▶ **Directions**: Report each line from the entries in which "radius" can be found.

▶ **Records for this task**:
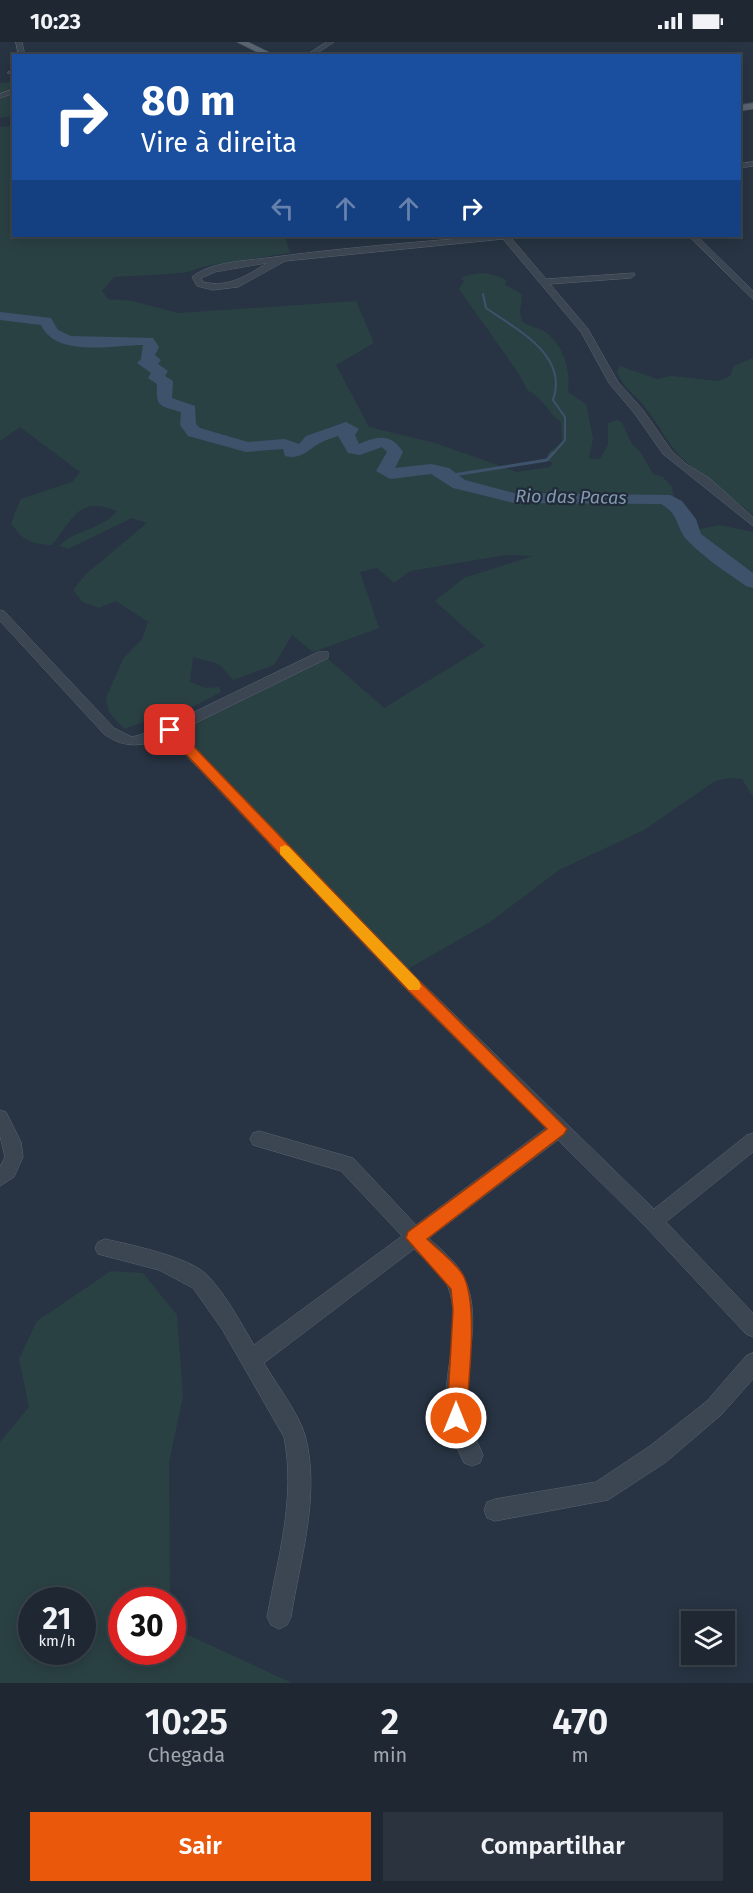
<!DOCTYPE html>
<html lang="pt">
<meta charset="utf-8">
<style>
:root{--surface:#1e2732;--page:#2b333e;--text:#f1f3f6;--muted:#a1a5ac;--line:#3c444d;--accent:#ea580c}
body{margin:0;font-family:"Fira Sans",sans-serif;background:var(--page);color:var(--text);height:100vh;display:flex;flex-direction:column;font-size:22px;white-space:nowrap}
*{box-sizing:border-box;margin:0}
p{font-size:20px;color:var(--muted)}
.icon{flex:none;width:33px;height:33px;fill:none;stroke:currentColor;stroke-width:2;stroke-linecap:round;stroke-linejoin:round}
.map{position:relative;height:1641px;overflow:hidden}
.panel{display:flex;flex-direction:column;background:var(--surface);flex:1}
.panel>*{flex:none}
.hud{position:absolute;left:12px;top:12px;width:729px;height:183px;border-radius:0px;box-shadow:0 3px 15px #0003,0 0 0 2px var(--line);background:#1a4fa0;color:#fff;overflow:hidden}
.tools{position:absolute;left:681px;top:1569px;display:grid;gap:12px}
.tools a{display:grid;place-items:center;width:54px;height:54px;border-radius:0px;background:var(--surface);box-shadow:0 3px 15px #0003,0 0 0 2px var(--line);font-size:30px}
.speed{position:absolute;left:18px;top:1545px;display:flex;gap:12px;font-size:30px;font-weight:700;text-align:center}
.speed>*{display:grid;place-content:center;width:78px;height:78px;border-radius:50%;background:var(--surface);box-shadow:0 3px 15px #0003,0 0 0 2px var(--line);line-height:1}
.speed small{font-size:15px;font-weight:400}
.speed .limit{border:9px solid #d22;background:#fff;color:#111}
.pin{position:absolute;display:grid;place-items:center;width:51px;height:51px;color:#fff;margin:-26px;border-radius:12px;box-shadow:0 3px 9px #0006}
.me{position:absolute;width:66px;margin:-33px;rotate:0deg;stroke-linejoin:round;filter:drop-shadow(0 0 4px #0008)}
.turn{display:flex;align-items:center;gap:21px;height:126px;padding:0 30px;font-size:27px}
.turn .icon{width:78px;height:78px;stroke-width:2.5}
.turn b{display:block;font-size:42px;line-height:51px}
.lanes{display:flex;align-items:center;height:57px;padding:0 30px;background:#0003;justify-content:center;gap:30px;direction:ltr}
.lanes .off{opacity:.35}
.eta{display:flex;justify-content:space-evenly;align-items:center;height:102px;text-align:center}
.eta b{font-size:36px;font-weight:600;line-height:42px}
.button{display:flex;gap:12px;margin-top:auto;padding:12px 30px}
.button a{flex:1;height:69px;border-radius:0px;background:var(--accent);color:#fff;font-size:24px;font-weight:600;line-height:69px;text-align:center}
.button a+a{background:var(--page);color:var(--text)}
.status{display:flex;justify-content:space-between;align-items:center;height:42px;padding:0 30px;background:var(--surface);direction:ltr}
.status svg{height:16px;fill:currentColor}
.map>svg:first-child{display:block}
</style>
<div class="status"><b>10:23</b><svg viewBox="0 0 49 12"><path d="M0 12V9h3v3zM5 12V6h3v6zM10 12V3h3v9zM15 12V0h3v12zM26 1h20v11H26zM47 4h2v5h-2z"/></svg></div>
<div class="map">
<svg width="753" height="1641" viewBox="0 0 753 1641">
<rect width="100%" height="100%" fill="#283443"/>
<path fill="#2a4144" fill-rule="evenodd" d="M13 40V74L0 76V41Z
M13 84 14 194H285L290 211 206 224 183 231 114 235 102 249 108 257 132 259 178 271 356 259 374 301 336 323 369 385 435 401 517 430 550 425 553 421 547 418 548 411 562 400 561 380C548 371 542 354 528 349L519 332 459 247 464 239 461 236C477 229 490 230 506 238L505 243 522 252 520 270 522 279C528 285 537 285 544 289 564 303 571 329 568 350L586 362 593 396 589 417H600L608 403V381L617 378 622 381 632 402 641 411 653 432 663 435 672 445 673 453 695 485 700 487 719 483 753 490V755L742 737 729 736 715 739 644 788 559 828 490 880 406 928 177 688 326 615 384 666 485 604 435 559 464 536 533 514 505 513 410 529 394 541 377 526 360 530 379 586 313 610 292 593 274 623 233 638 219 622 193 615 190 640 206 646 219 645 221 650 160 682 146 679 124 687 109 670 106 656 123 617 142 597 148 580 116 559 99 566 83 560 73 548 86 532 147 481 132 476 68 507 59 504C76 487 102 488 117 469 77 453 73 478 52 503 31 502 22 498 11 481L21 457 72 440 80 430 20 385 0 399V85Z
M753 316V473C732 454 708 439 687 421 669 405 660 384 645 365 635 352 623 346 617 330L620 324 657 337 671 334 719 339 730 334 734 324Z
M111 1229 143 1231 177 1273 183 1354 169 1420 170 1558H122V1610H172L173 1586 292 1641H0V1400L29 1365 19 1317 37 1279ZM32 1558H82V1610H32Z"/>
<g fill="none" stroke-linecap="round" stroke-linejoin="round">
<path stroke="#3f526b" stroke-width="2" d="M483 252 486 266C517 288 569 313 553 358L565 375V398L552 413"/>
<path stroke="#3f526b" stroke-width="3" d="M447 434 547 418 553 411"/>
<path fill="#3f526b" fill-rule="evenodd" d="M0 270 51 276 58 288 71 294 153 296 159 305 155 313 161 318 158 322 168 329 165 334 173 339 172 356 195 364 196 382 200 386 248 400 285 397 299 402 306 394 346 380 359 387 355 393 359 402C378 393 392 392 403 410L395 426 431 422 449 426 465 438 514 451 670 453 682 459 696 477 701 492 753 531V546L746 544C726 530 706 517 689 500 675 487 681 473 661 462L514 461 453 446 431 432 390 437 376 429 387 410 382 405 360 413 348 411 338 394C332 396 325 398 320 401 307 408 302 418 285 414L283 407 246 410 188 394 180 383 181 370C159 363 156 366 157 342L148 336 151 331 137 321 141 317 143 303C113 303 56 316 41 283L0 278Z"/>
<g stroke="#5b6470" stroke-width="1">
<path id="minor" d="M16 0H22L25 14H19Z
M327 0H334L313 14H305Z
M14 28V32L7 31 8 30Z
M14 47V51L0 56V52Z
M753 120V124L740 126V122Z
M491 194H518L512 197 546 237 634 231 635 233 631 236 550 242 588 287 618 340 643 368 671 408 686 422 709 436 753 475V484L663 412 635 372 609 341 581 290 503 197 285 219 238 245 213 248 197 244 192 235C210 220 244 219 267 216 341 206 416 200 491 194ZM267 221C246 234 229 246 203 240L201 236 215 230Z
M689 194H697L753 249V257Z
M0 568 4 569 114 686 132 695 157 688 318 610H328V616L179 689 418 937 654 1167 747 1093 753 1091V1110L666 1180 753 1271V1295L746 1292 646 1185 558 1098 429 1196C440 1207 456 1219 463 1233 485 1277 462 1324 467 1370 469 1386 477 1398 483 1413L480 1421 472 1424 464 1421C456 1404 448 1388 446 1369 443 1328 463 1284 448 1245 442 1231 424 1218 414 1207L264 1321C276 1342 298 1370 305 1393 321 1452 300 1517 291 1575L287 1583 279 1587 271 1583 267 1575C278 1515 296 1456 284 1395L222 1287 193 1246 159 1228 98 1212 95 1206 98 1200 105 1197C131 1203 191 1215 208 1234 227 1254 240 1280 254 1303L402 1194 341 1129 253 1103 250 1097 253 1091 259 1089 353 1116 416 1183 546 1086 406 947 168 694C145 704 126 708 104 692L0 579Z
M0 1068 6 1070 21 1100 23 1115 14 1135 0 1144V1125L5 1115 0 1094Z
M753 1311V1337L721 1373 666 1420 608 1458 495 1479 487 1476 484 1468 487 1460 495 1457 596 1440 650 1404 707 1359 746 1314Z"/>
</g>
<g stroke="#464f5c" stroke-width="1">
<path id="major" d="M237 0H248L277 14H265Z
M753 61V67L740 69V63Z"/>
</g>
<use href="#minor" fill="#3c4652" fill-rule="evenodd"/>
<use href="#major" fill="#5b6572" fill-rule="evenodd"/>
</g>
<path fill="#ea580c" stroke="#983908" stroke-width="1.5" d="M170 684 175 685 418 938 567 1087 564 1092 427 1197C438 1208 455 1220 463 1233 479 1263 468 1341 466 1376L463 1383 456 1386 450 1383 447 1376 453 1268 451 1247 406 1196 408 1190 547 1087 407 947 166 691V685Z"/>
<path fill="#f59e0b" d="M285 803 289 805 419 939 421 944 419 948H409L280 812V805Z"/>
<g text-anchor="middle" stroke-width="4.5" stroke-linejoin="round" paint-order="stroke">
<g font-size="18" font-style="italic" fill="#8298b2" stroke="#212b38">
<text transform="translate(571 455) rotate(1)" y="6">Rio das Pacas</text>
</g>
</g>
</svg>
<div class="tools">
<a><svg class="icon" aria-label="layers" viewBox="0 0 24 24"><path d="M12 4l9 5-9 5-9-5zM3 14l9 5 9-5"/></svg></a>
</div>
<div class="speed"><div>21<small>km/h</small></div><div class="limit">30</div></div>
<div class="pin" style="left:170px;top:688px;background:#d93025"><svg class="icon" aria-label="arrive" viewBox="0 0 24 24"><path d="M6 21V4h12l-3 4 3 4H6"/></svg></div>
<svg class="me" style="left:456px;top:1376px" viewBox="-20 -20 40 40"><circle r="17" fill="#ea580c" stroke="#fff" stroke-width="3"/><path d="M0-11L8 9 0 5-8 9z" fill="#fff"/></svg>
<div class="hud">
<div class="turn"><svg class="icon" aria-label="right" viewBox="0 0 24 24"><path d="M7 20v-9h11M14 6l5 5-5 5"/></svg><div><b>80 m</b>Vire à direita</div></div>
<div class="lanes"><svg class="icon off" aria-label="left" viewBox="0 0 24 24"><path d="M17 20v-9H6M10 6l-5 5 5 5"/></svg><svg class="icon off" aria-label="ahead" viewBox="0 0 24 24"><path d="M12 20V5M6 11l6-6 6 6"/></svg><svg class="icon off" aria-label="ahead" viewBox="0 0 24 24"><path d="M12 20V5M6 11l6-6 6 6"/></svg><svg class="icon" aria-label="right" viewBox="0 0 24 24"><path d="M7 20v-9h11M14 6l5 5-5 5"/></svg></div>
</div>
</div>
<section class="panel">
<div class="eta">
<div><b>10:25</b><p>Chegada</p></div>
<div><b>2</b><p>min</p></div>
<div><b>470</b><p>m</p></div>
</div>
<div class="button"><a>Sair</a><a>Compartilhar</a></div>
</section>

▶ **Task output**:
.hud{position:absolute;left:12px;top:12px;width:729px;height:183px;border-radius:0px;box-shadow:0 3px 15px #0003,0 0 0 2px var(--line);background:#1a4fa0;color:#fff;overflow:hidden}
.tools a{display:grid;place-items:center;width:54px;height:54px;border-radius:0px;background:var(--surface);box-shadow:0 3px 15px #0003,0 0 0 2px var(--line);font-size:30px}
.speed>*{display:grid;place-content:center;width:78px;height:78px;border-radius:50%;background:var(--surface);box-shadow:0 3px 15px #0003,0 0 0 2px var(--line);line-height:1}
.pin{position:absolute;display:grid;place-items:center;width:51px;height:51px;color:#fff;margin:-26px;border-radius:12px;box-shadow:0 3px 9px #0006}
.button a{flex:1;height:69px;border-radius:0px;background:var(--accent);color:#fff;font-size:24px;font-weight:600;line-height:69px;text-align:center}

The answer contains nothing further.